WORKING DATA section start

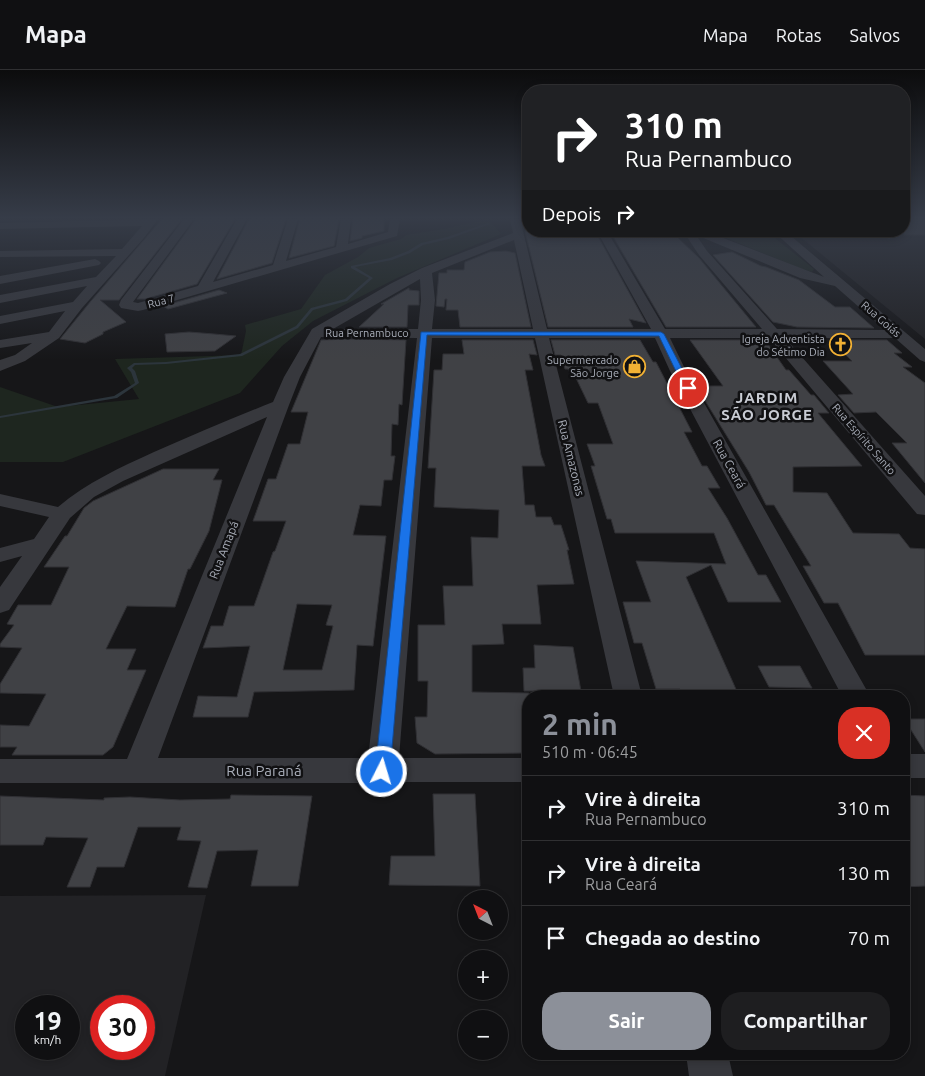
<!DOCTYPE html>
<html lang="pt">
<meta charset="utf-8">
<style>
:root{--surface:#101012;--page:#1e1e20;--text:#f1f3f6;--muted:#9c9d9f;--line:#303032;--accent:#8c9099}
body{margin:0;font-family:Ubuntu,sans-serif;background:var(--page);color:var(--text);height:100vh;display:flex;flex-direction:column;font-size:19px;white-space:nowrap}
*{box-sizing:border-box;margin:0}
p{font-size:16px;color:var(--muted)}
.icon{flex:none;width:28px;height:28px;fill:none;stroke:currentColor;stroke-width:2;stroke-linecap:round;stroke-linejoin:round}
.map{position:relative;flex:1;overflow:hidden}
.drawer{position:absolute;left:522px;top:620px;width:388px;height:370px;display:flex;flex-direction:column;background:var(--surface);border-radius:20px;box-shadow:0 2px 8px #0003,0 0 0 1px var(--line)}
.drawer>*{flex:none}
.guide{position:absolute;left:522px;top:15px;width:388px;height:152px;border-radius:20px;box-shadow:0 2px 8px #0003,0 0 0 1px var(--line);background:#202124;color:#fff;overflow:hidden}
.needle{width:32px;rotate:318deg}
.tools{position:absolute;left:458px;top:820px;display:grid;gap:10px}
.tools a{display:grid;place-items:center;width:50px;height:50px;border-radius:50%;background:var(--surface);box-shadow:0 2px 8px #0003,0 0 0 1px var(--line);font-size:25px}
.speed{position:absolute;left:15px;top:925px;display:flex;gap:10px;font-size:25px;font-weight:700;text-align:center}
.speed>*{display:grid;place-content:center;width:65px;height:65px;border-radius:50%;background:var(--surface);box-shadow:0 2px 8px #0003,0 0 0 1px var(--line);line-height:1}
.speed small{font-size:12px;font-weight:400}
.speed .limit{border:8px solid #d22;background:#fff;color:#111}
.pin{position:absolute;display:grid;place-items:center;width:42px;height:42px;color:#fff;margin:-21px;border:2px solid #fff;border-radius:50%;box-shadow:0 1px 5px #0007}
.me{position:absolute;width:55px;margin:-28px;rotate:5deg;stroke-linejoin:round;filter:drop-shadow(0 0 4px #0008)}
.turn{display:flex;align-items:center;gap:18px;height:105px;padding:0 20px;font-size:22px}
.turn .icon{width:65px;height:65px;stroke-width:2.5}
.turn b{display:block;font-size:35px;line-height:42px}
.then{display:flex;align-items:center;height:48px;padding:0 20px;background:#0003;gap:10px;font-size:19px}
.round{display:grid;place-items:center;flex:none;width:52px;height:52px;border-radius:20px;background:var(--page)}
.head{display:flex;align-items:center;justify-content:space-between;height:85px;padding:0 20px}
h1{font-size:30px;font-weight:700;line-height:38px;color:var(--accent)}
.cta{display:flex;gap:10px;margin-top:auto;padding:10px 20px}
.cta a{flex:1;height:58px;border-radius:20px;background:var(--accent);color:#fff;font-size:20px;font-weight:700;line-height:58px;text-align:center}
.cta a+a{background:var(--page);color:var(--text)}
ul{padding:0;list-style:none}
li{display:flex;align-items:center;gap:15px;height:65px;padding:0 20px;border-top:1px solid var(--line)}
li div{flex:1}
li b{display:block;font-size:19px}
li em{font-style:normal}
header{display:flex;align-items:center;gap:30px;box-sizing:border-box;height:70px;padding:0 25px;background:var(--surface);border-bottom:1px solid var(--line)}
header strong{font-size:24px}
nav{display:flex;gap:28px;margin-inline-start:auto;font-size:18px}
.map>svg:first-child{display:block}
</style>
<header>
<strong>Mapa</strong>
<nav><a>Mapa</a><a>Rotas</a><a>Salvos</a></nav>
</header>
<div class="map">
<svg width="925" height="1006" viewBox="0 0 925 1006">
<rect width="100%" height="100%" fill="#161618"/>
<path fill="#222225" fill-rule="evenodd" d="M904 149H925V269L793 161H904Z
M206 825 165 1006H0V826ZM26 936H69V979H26ZM101 936H144V979H101Z"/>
<path fill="#1e261f" d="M488 149 501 164 397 208 313 251 282 276 240 323 63 392H0V317L58 337 139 329 115 289 241 285 246 261 245 255 301 239 325 205 358 187 369 178 401 169 406 165 444 159Z
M709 161H766L814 199 812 202 802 199Z"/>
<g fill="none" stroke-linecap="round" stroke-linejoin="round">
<path fill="#2c353c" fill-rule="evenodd" d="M488 153 490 154 449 169 423 175 410 183 392 190 355 197 373 208 347 231 313 240 298 258 242 286 166 294 135 295 132 298 135 301 139 313 117 328 0 348V346L114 326 135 313 131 302 127 298 134 293 166 292 240 284 296 256 311 238 345 229 369 208 351 198V196L390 188 408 181 421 173 447 167Z"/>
</g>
<path fill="#404145" stroke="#303034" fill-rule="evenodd" d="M162 149H182L119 230H100L126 252 103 262V264L85 273 60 269 91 231Z
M196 149H235L197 214 145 229H137Z
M249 149H286L272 193 217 209Z
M300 149H339L334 176 289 188Z
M353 149H384V161L362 166V168L350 171Z
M904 149H925V165H904Z
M525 161H589L596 163 646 253 629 249 633 257H548Z
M611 163 662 164 664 166 677 167 699 188 756 257H666Z
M506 181 515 183 531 257H460L458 240H446L447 229H445L444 237 436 236 439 203H447V200H464L465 192 490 182Z
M732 182 761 196 766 197 799 210 835 237H850L874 258 797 257 773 252 713 185Z
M409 218V220L419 221V235H408L407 257H359L384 234H381Z
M219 220 227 223 168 239 163 236Z
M189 262 214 264 236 266 215 281 167 282 165 264Z
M350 269 406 270 402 335 399 334 398 355 392 354 391 386H395L392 410H384L381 436 360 435 353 465 386 466 373 576 357 575 354 620 254 622 248 647H193L198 626 237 627 250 576 203 578 211 556H223L229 536H254L273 482 275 481 286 451H253L268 409H276L288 374H300L308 342H291L321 270ZM297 534 332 535 326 555 333 556 322 600H283Z
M462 270H533L537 285 529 284 533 300H525L541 385 545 396H522L525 435H534L536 447H551L554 455H561L569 480H567L574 514 537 515 541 554H502L504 574 472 575V622L529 623V683L435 684 417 673 415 647H427L428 611H418V555H445L443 516H473L471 467 498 468 499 440 434 437 436 398H428L434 300H442L443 284H464Z
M551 270H640L653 292H656L692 362H684L702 396H707L720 418H708L727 448 758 505H766L781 532H728L711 495 686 507 739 626H683L680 619H656L642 573H634L623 532H651L636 491 726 494 714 463H615L611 449H607L591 396H595L587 374H613L598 333H588L576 308H572L568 299H565L561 285H555Z
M690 270H765L786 300H789L811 325H814L829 343H818L862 396 793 397V422L827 423 853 463 899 464 910 478 925 479V585H865L838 533H824L803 496H811L774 435H766L749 402 696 316H723Z
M830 270H887L902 283H894L912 297H903L925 313V413L892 373H907L876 342 854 343 838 325 853 324 823 291H852Z
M163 399H219L213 410H222L209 461 190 499H188L175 537 127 536 106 579H136L127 600H146L113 677 103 685H12L17 677H0V655L29 656 46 624 0 623V614L22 578 0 577V574L14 555 7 554 18 535H51L69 497H44L65 466H67L84 438 93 431Z
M534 575 573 577 581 621H524L523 598H535Z
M758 596H800L812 618 769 617Z
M904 649H925V682Z
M433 724H475L480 816 389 815 391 786H435Z
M231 725 312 726 298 816H251L258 780 217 781 207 818 188 817 201 771 177 770 181 757H138L124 797H97L90 817H67L88 768 46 767 43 775H0V726L104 730V728L130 727 180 730 230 729Z
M904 725 925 726V816L904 817Z"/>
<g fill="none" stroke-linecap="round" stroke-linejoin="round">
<path fill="#37383d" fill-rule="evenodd" d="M158 149 144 168 82 238 59 268 25 291 0 301V290L15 285 32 273 0 278V270L49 262 65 241 0 254V246L73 232 87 216 0 233V225L96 207 116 186 0 187V181L122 179 142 156 0 159V153Z
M184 149H194L133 232 138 233 198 216 237 149H247L213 212 273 195 288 149H298L286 191 336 177 341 149H351L348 174 388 162 390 149H400L397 166 143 240 138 241 121 238 119 235 121 230Z
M510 149H520L547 259H651L597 161H607L665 259H762L699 185 683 161H705L824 207 773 161H785L925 279V292L920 290 895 268H785L925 426V445L917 444 769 268H670L686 301 870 626H842L670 301 655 268H549L642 626H614L535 268H432L399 688H529V712H388L382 714 377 713H0V689H127L267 347 123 411 94 427 70 448 9 540 0 543V517L22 486 0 492V478L34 469 49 447 0 436V424L58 437C88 412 119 398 154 382 193 365 233 348 273 332L284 307 312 259 390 214 422 198 513 163ZM696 165 800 208 835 216 885 260 777 259 707 181ZM514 170 533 259H432L435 230 432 203ZM420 209 421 230 418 259H333ZM321 267 417 268 368 688H158L289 335 300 307Z
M876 161H889L894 166 889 169Z
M95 189 99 191 101 193 99 195 0 214V206Z
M904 684H925V708H904Z
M686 984H728L733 1006H689Z"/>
</g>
<linearGradient id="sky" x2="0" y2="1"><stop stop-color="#0c0c0d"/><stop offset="0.51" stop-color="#363c48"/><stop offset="1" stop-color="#363c48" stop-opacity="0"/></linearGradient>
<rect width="925" height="290" fill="url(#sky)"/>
<path fill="#1a73e8" stroke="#114b97" d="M421 262H661L664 264 692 318 688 321 684 318 659 266 427 265 390 702 388 706 382 707 377 706 375 702Z"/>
<defs>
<symbol id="church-ring" viewBox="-11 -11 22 22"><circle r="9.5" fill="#111113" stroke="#f2b134" stroke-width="1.5"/><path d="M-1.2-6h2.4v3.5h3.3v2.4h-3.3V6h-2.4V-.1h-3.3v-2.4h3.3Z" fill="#f2b134"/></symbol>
<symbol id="shop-ring" viewBox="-11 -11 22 22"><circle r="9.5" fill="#111113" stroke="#f2b134" stroke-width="1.5"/><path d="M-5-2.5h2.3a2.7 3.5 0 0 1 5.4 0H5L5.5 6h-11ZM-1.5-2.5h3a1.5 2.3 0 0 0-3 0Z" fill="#f2b134"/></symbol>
</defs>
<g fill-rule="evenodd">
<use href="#church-ring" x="828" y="262" width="25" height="25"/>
<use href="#shop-ring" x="622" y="284" width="25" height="25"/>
</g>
<g text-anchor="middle" stroke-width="5" stroke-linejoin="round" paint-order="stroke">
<g font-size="11" fill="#a8adb8" stroke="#111113">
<text transform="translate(161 231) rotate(-15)" y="4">Rua 7</text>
<text transform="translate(881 249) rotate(41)" y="4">Rua Goiás</text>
<text x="367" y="267">Rua Pernambuco</text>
<text transform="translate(864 369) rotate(49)" y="4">Rua Espírito Santo</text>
</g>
<g font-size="11" fill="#a8adb8" stroke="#111113" text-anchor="end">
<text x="825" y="273">Igreja Adventista<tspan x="825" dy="13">do Sétimo Dia</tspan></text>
<text x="619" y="294">Supermercado<tspan x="619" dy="13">São Jorge</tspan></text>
</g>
<g font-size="12" fill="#a8adb8" stroke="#111113">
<text transform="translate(571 388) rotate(76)" y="4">Rua Amazonas</text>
<text transform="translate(729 394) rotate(61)" y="4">Rua Ceará</text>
<text transform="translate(224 480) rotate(-69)" y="4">Rua Amapá</text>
</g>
<g font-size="15" font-weight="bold" letter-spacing="1" fill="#c9ccd4" stroke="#111113">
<text x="767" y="333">JARDIM<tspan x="767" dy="17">SÃO JORGE</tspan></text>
</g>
<g font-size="15" fill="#a8adb8" stroke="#111113">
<text x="264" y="706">Rua Paraná</text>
</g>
</g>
</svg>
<div class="tools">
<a><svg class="needle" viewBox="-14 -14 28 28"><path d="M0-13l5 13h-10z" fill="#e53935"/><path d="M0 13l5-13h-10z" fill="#9c9d9f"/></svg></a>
<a>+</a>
<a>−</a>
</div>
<div class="speed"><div>19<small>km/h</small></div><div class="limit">30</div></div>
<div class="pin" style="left:688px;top:318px;background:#d93025"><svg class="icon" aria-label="arrive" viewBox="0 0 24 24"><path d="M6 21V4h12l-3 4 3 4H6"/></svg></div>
<svg class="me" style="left:382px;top:702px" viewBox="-20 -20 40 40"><circle r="17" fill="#1a73e8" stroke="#fff" stroke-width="3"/><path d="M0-11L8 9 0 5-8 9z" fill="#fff"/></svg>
<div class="guide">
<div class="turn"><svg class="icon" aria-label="right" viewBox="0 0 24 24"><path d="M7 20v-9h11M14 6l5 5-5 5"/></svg><div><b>310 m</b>Rua Pernambuco</div></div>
<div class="then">Depois<svg class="icon" aria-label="right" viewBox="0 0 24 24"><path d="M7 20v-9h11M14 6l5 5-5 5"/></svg></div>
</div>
<section class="drawer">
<div class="head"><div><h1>2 min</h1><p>510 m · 06:45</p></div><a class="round" style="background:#d93025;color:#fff"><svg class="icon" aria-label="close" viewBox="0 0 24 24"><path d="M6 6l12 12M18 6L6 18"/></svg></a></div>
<ul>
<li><svg class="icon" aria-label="right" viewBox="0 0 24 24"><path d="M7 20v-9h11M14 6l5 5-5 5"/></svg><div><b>Vire à direita</b><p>Rua Pernambuco</p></div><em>310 m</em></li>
<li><svg class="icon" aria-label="right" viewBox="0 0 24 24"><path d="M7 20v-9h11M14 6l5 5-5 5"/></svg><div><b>Vire à direita</b><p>Rua Ceará</p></div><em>130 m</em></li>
<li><svg class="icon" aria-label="arrive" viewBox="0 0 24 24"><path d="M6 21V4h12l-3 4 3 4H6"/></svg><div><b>Chegada ao destino</b></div><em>70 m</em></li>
</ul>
<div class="cta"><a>Sair</a><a>Compartilhar</a></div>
</section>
</div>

WORKING DATA section end

> [HOW TO COMPLETE THIS TASK] For each line above that carries the word "tools", copy it out.

> [YOUR SOLUTION]
.tools{position:absolute;left:458px;top:820px;display:grid;gap:10px}
.tools a{display:grid;place-items:center;width:50px;height:50px;border-radius:50%;background:var(--surface);box-shadow:0 2px 8px #0003,0 0 0 1px var(--line);font-size:25px}
<div class="tools">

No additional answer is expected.